INSCRIPTION: Engraved with script initials “PH” on side of body below the spout.
MARK: Struck on outside face of square base with intaglio cursive “Woods” mark in conforming reserve.
MAKER: Freeman Woods (b.c.1766-1834) first worked in New York City prior to his move to New Bern, North Carolina; his name appears in the New York City directories from 1791 to 1794. On 27 December 1794 he advertised in New Bern, North Carolina, stating that he had commenced business two doors above William Lawrence’s store, where anything in the “above branch” might be had, particularly waiters, tankards, teapots, sugar dishes, milk pots, tablespoons, teaspoons, sugar tongs, and the like, in the newest fashions and at the shortest notice. Few facts about Woods’s family have been determined, but the Raleigh newspapers reported the death of “Mrs. Hannah Woods, wife of Mr. Freeman Woods,” which occurred in October 1811 in New Bern. The Newbern Spectator for 20 November 1834 contained a notice of Woods’s death at age sixty-eight. The notice stated that Freeman Woods was born in New Jersey and was a resident of New Bern for forty years. An inventory of his estate contained many items related to silversmithing and had a total value of $910.09. See George Barton Cutten and Mary Reynolds Peacock, “Silversmiths of North Carolina, 1696-1860”, 2nd rev. ed. (Raleigh: North Carolina Department of Cultural Resources, Division of Archives and History, 1984).

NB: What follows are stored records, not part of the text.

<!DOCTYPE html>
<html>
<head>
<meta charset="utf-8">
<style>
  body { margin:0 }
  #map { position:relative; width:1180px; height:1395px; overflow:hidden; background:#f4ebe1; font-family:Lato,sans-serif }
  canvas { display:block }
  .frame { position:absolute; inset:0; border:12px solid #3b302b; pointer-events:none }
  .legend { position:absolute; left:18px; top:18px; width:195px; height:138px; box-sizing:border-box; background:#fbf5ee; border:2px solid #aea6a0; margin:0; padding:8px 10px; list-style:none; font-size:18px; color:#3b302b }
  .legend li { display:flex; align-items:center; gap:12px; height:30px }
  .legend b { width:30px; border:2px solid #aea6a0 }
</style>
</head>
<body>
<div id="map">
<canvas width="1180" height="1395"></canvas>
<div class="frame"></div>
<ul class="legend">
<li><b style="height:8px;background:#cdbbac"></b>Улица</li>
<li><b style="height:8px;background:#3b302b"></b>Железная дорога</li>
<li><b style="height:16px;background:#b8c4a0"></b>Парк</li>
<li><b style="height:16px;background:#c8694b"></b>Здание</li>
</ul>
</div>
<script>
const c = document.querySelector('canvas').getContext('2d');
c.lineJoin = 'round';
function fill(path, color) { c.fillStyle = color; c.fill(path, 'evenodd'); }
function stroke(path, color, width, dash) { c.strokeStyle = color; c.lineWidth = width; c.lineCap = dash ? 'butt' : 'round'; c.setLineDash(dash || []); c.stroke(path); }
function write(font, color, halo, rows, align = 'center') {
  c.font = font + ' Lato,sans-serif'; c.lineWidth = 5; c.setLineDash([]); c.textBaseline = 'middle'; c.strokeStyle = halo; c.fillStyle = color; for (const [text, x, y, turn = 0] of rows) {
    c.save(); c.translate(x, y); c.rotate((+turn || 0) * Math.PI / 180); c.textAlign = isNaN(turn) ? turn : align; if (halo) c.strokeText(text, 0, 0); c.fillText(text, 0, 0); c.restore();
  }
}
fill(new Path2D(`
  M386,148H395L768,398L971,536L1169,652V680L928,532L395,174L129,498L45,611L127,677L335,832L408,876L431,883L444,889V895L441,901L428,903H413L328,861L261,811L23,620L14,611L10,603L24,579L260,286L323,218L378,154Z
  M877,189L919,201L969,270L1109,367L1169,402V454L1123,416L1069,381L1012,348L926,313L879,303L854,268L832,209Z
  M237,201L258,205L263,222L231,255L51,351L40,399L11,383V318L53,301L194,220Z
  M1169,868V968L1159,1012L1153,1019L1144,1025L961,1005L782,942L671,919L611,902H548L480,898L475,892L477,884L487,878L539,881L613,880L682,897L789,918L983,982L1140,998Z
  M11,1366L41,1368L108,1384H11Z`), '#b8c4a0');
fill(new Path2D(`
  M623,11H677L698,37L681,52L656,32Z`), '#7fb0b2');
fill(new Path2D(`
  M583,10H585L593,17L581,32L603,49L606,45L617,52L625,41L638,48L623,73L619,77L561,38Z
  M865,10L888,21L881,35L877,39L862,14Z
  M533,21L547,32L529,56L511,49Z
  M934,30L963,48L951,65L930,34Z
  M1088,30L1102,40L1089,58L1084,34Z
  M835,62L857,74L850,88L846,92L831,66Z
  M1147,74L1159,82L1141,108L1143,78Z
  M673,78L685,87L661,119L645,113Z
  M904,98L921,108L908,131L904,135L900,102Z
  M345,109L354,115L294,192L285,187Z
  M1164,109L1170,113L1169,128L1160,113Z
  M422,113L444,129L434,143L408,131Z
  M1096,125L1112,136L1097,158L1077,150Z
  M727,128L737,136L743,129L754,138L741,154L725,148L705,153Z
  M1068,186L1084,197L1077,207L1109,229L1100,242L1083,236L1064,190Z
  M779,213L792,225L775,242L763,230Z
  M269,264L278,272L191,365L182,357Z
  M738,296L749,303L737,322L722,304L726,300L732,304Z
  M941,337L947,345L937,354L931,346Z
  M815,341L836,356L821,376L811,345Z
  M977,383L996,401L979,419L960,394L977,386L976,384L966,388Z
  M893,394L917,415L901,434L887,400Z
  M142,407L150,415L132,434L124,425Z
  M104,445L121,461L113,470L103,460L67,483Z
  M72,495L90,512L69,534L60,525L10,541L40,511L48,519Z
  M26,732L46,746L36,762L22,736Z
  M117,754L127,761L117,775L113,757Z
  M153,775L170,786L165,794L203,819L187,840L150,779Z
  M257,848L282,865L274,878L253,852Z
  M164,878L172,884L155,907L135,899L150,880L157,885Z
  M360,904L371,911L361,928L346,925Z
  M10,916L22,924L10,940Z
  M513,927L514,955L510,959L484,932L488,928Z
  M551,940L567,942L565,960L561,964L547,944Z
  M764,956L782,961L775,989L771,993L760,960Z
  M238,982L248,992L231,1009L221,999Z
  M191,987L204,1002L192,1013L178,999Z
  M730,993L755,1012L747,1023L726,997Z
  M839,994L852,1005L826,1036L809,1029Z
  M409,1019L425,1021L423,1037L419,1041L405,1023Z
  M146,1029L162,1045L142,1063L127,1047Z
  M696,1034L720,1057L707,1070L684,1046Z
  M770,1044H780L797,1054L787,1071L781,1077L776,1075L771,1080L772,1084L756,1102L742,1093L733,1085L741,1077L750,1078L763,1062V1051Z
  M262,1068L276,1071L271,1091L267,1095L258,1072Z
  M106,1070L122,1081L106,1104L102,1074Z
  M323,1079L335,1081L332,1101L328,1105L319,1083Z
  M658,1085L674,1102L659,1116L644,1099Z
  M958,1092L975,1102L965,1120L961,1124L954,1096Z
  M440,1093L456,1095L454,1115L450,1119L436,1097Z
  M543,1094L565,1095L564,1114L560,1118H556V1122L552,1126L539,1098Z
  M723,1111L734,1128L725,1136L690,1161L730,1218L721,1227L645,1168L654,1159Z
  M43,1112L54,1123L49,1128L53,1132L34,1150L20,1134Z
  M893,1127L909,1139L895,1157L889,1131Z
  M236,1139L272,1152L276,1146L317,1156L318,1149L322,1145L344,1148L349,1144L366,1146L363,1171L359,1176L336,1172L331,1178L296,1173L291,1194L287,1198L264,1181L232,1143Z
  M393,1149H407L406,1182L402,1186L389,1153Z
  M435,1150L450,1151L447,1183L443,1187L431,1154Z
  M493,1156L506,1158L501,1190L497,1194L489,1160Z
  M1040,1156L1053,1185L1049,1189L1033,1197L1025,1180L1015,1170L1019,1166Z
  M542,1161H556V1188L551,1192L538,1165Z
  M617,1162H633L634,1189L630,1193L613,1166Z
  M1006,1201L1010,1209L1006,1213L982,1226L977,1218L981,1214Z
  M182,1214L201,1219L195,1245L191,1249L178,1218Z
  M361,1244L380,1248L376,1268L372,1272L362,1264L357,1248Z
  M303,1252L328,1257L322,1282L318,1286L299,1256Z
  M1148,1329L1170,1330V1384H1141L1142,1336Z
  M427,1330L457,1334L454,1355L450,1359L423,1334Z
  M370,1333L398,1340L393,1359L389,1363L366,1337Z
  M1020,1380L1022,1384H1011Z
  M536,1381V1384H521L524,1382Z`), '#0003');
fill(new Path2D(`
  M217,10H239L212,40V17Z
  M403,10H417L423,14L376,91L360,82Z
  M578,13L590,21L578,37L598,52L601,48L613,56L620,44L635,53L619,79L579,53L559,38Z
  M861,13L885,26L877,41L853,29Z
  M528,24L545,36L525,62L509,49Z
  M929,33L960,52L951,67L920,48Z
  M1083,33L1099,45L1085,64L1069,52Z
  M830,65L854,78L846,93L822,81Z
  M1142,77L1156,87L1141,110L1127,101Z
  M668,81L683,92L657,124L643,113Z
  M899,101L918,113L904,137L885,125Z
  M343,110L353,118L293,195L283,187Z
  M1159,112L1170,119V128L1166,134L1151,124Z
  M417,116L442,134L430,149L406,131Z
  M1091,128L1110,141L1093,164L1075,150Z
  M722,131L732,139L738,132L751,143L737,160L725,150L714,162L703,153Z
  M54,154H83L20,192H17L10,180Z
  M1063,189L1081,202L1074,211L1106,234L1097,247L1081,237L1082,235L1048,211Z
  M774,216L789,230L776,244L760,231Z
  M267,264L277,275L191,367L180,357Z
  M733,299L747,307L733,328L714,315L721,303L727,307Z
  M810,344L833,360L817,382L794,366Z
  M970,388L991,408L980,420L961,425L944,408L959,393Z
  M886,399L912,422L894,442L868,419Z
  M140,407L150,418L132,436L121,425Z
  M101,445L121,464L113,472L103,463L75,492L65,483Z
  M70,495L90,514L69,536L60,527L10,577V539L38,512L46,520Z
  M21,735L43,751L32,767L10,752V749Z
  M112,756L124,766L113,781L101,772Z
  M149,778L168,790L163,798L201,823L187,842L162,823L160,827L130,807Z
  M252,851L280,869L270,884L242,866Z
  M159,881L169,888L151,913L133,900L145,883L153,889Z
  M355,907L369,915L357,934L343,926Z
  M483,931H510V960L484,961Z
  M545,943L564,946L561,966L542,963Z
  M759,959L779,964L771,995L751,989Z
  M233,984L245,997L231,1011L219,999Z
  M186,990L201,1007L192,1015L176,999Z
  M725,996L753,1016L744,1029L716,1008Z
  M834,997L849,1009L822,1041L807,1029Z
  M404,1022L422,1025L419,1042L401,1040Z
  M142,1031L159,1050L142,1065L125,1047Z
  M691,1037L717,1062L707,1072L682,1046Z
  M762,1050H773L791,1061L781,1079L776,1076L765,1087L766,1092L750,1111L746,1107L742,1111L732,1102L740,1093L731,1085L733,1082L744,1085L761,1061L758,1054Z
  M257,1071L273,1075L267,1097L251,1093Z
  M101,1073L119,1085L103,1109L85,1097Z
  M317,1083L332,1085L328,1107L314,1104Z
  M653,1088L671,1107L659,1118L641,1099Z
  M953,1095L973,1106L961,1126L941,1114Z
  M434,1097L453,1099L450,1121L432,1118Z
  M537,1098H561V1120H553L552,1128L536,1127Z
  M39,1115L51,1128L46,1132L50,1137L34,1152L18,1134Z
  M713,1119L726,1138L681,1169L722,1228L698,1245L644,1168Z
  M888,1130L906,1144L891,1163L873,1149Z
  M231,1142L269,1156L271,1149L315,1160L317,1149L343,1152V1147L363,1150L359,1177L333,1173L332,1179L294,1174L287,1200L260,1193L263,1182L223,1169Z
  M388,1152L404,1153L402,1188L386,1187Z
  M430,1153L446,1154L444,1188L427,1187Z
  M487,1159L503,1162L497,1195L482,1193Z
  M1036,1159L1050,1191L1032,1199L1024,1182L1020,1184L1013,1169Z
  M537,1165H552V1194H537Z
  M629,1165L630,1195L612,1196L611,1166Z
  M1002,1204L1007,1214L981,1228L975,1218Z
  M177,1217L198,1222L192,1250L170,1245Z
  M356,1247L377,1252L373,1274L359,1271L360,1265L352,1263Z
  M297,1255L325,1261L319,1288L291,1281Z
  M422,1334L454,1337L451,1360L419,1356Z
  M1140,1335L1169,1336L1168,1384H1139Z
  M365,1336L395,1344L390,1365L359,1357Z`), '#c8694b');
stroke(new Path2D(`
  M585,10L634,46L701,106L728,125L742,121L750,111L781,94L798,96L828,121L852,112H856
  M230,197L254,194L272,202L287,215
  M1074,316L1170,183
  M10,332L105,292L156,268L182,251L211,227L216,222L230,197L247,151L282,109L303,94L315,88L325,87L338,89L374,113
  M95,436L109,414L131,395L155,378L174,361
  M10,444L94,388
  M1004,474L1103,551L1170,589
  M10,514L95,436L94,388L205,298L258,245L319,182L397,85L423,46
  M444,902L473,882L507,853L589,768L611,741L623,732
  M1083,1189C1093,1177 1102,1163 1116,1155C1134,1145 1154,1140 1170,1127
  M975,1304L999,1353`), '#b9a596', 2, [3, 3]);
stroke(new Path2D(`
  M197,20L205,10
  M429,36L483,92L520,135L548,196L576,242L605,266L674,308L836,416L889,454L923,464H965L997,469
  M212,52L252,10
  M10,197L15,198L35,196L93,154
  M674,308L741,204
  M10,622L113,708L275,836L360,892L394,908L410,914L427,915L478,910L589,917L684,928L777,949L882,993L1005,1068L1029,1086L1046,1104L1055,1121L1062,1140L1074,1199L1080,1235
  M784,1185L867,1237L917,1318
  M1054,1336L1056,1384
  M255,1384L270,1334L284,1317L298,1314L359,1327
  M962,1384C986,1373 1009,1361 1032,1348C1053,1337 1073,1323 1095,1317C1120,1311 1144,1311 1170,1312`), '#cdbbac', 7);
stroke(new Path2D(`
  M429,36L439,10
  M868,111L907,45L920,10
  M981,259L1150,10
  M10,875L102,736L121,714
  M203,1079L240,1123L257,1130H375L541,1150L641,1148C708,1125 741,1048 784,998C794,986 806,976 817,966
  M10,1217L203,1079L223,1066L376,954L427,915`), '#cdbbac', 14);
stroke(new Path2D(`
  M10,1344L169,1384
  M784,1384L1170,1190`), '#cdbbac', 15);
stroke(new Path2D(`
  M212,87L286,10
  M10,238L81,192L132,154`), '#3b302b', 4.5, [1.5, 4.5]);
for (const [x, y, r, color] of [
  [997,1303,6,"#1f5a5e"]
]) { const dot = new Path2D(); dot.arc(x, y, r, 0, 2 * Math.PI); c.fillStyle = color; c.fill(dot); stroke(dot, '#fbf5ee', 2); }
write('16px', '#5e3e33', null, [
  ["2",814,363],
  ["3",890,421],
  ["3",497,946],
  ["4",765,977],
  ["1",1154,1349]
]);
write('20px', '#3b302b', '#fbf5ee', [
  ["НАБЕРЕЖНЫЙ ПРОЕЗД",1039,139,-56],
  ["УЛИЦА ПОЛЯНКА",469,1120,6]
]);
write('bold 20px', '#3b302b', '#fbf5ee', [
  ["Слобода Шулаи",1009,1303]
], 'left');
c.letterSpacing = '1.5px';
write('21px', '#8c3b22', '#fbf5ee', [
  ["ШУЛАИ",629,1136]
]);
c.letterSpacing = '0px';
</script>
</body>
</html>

FORM: Silver pitchers in Colonial America were most often small cream pitchers in the rococo fashion that were used as part of the tea ceremony to serve milk. Large wide-mouthed pitchers in the neoclassical and empire styles became popular after the American Revolution. Such pitchers were used to serve water or wine and provided silversmiths with abundant flat surface area for engraving everything from simple monograms to armorials to lengthy presentations. The term “pitcher” is most commonly used in the United States and can be applied to any container with a spout for pouring liquids. In other English-speaking countries, the term “jug” is use more prevalently. A “ewer” is a vase-shaped, handled pitcher, often decorated, with a base and flaring spout.